What’s the link between mammoths and curlew diversity?

A recent scientific paper published in eLife suggest that the loss of huge mammals at the end of the last Ice Age, grazers such as Giant Elks and Woolly Mammoths, would have had a significant impact on the landscapes on which they had lived and on birds like curlews, which thrived on the open ground.

The fossil (or more likely casts of a fossil) skeleton of Woolly Mammoth, on display in a museum.
The largest European Woolly Mammaoth specimen, a male at Südostbayerisches Naturkunde- und Mammut-Museum

The extent of suitable breeding areas for each of the nine curlew species was modelled for three periods: Last Glacial Maximum (22,000 years ago), mid-Holocene (6,000 years ago) and present day (1960-1990). These were compared with the effective population size (used as a proxy for genetic diversity).

Despite models predicting favourable climatic conditions, most species of curlew experienced a dramatic decline in population size in the lead up to the Holocene. To understand this puzzling trend, authors suggest that factors other than climate change need to be considered.

The elks and mammoths, as well as the large herds of horses and bison, were ecosystem engineers, meaning they grazed, browsed and physically impacted the vegetation and land and maintained the open tundra and grassland landscapes.

When they became extinct between 50,000 to 5,000 years ago, (the Late Quaternary Extinctions), what was once open started to cover over with trees and scrubland. This reduced the habitat available for nesting curlews, and ultimately resulted in reduced populations sizes and genetic diversity.

What is genetic diversity and why does it matter?

The term biodiversity refers to the variety of life found in an area; the mix of all of the different species found, but it also refers to the variety found within a single species.

Two squares next to each other. The first square has a greater diversity of colours within it than the other.

A species with high genetic diversity is made up of individuals with lots of different genes, their collective gene pool would look more like figure A. A species with low genetic diversity is made up of a set of individuals with very similar sets of genes, their collective gene pool might look more like figure B.

For curlews, these genes may translate to physical features such as bill length or feather pattern, or they could contribute to behaviours such as egg laying date or social habits.
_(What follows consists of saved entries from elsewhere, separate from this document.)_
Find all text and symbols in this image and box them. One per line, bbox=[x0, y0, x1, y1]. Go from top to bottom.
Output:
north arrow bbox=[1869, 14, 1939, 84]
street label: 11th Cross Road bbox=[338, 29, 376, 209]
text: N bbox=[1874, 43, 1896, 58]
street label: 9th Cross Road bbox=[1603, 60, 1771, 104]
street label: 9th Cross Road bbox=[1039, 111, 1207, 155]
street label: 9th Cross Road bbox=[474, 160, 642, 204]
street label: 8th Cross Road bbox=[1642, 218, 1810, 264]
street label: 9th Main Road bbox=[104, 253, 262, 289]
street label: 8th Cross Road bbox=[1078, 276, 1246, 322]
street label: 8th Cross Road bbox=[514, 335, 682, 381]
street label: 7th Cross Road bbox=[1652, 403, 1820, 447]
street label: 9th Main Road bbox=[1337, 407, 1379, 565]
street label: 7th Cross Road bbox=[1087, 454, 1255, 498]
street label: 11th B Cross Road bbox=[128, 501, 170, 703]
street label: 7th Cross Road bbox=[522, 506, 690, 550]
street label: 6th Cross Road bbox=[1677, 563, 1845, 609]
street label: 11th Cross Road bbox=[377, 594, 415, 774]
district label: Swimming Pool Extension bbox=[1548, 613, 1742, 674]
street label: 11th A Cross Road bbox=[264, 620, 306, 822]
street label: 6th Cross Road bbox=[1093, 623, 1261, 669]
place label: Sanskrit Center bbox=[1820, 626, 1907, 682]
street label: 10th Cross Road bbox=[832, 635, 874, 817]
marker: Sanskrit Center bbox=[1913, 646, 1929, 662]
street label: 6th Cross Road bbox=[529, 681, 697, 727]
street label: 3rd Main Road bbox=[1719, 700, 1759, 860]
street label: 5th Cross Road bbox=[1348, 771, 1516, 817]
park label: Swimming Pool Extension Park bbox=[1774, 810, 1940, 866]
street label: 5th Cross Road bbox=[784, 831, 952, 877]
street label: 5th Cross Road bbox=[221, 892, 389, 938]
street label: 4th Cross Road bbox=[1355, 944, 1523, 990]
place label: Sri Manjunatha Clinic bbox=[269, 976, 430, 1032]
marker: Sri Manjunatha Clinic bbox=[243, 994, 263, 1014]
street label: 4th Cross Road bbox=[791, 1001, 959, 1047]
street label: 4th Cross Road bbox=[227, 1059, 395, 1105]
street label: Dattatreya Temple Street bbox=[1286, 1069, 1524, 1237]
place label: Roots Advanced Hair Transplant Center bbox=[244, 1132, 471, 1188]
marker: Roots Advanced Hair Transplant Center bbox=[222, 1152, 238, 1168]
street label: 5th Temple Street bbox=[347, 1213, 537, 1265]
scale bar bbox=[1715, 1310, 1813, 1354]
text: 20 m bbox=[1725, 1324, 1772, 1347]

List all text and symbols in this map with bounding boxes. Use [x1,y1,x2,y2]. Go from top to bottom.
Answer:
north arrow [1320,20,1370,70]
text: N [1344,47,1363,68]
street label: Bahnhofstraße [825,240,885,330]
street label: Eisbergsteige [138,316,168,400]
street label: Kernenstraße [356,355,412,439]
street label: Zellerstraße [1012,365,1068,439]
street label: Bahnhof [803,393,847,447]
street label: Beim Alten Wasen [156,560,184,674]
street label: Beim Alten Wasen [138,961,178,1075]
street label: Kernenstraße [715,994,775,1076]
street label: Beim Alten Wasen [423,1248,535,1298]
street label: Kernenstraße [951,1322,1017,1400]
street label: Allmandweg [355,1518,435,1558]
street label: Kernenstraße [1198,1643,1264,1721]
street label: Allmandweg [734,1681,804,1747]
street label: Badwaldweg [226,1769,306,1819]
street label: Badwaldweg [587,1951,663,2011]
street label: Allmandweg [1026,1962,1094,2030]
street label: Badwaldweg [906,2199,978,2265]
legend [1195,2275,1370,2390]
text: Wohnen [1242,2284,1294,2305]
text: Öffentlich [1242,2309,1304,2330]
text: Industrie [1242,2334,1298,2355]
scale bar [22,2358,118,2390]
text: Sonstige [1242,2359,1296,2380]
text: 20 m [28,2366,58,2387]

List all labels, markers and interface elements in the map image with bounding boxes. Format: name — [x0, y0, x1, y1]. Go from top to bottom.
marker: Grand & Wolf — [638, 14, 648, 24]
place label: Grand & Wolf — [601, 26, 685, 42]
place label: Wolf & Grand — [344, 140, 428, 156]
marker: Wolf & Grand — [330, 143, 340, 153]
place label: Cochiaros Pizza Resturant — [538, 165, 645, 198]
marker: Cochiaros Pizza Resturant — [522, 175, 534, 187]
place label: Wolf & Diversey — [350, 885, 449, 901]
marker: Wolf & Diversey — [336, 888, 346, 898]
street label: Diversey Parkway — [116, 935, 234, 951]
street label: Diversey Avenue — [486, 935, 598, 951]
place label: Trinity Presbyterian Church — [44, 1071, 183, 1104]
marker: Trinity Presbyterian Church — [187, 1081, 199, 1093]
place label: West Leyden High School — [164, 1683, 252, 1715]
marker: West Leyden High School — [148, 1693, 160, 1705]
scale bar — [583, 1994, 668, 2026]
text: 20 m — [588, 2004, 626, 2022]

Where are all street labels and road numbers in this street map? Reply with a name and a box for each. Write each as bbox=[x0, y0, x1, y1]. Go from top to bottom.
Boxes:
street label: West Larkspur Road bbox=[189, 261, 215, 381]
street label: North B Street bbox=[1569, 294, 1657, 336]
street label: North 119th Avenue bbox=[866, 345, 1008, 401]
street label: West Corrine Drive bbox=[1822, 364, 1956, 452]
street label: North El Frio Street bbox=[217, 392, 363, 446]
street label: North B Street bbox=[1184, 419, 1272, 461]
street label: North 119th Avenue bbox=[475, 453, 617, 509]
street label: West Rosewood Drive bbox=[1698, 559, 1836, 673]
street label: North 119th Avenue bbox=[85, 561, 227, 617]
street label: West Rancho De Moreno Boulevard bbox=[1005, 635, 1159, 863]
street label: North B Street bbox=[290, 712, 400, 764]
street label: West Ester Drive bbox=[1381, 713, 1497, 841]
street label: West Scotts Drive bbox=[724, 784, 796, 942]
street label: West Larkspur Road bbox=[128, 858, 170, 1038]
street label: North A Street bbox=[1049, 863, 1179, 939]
Diversity within a species makes it more resilient to change, a shift in climate may mean that individuals with longer bills do better, if those genes have been lost, the whole population may decline, rather than just those with shorter bills.

The reduction in curlew genetic diversity when mammoths went extinct has had a lasting impact on the genome of today’s curlews, making them less diverse and less resistant to change.

By sequencing the DNA of ancient and fresh samples across all curlew species, the authors created the first phylogenomic tree for all nine species in the Numenius genus, including the Steppe Whimbrel, a rare subspecies (see below). Phylogenetic trees are branching diagrams showing the evolutionary relationships between species, the Numenius tree produced in this study tells us which species are more closely related and when they split into the species we see today.

This included using degraded DNA from toepads of museum specimens of the Slender-billed Curlew and the Eskimo Curlew, which are both listed on the IUCN Red List as Critically Endangered and are widely thought to be extinct by conservationists, having last been seen in 1995 and 1986 respectively.

How did this paper come about?

Interestingly, the inspiration for the paper can be traced back to the rediscovery of the Steppe Whimbrel (Numenius phaeopus alboaxillaris).

A photograph of a Whimbrel in flight, against water in the background.
A Steppe Whimbrel in flight, photographed in Mozambique in 2016. (Photo by Gary Allport)

Although declared extinct in 1994, two birds were sighted and photographed amongst the nominate Whimbrel subspecies (N. p. phaeopus) in Maputo, Mozambique in 2016, by Gary Allport from Birdlife International.

Graham Appleton has an excellent post on this subspecies’ rediscovery and identification on his WaderTales blog.

DNA analysis of this rare subspecies was then undertaken by then-Masters student Hui Zhen Tan and Associate Professor Frank Rheindt from the Department of Biological Sciences at the National University of Singapore, which led to further DNA analysis of other curlews and whimbrels. Tan is the lead author on the newly published study, whilst Rheindt and Allport are amongst the co-authors.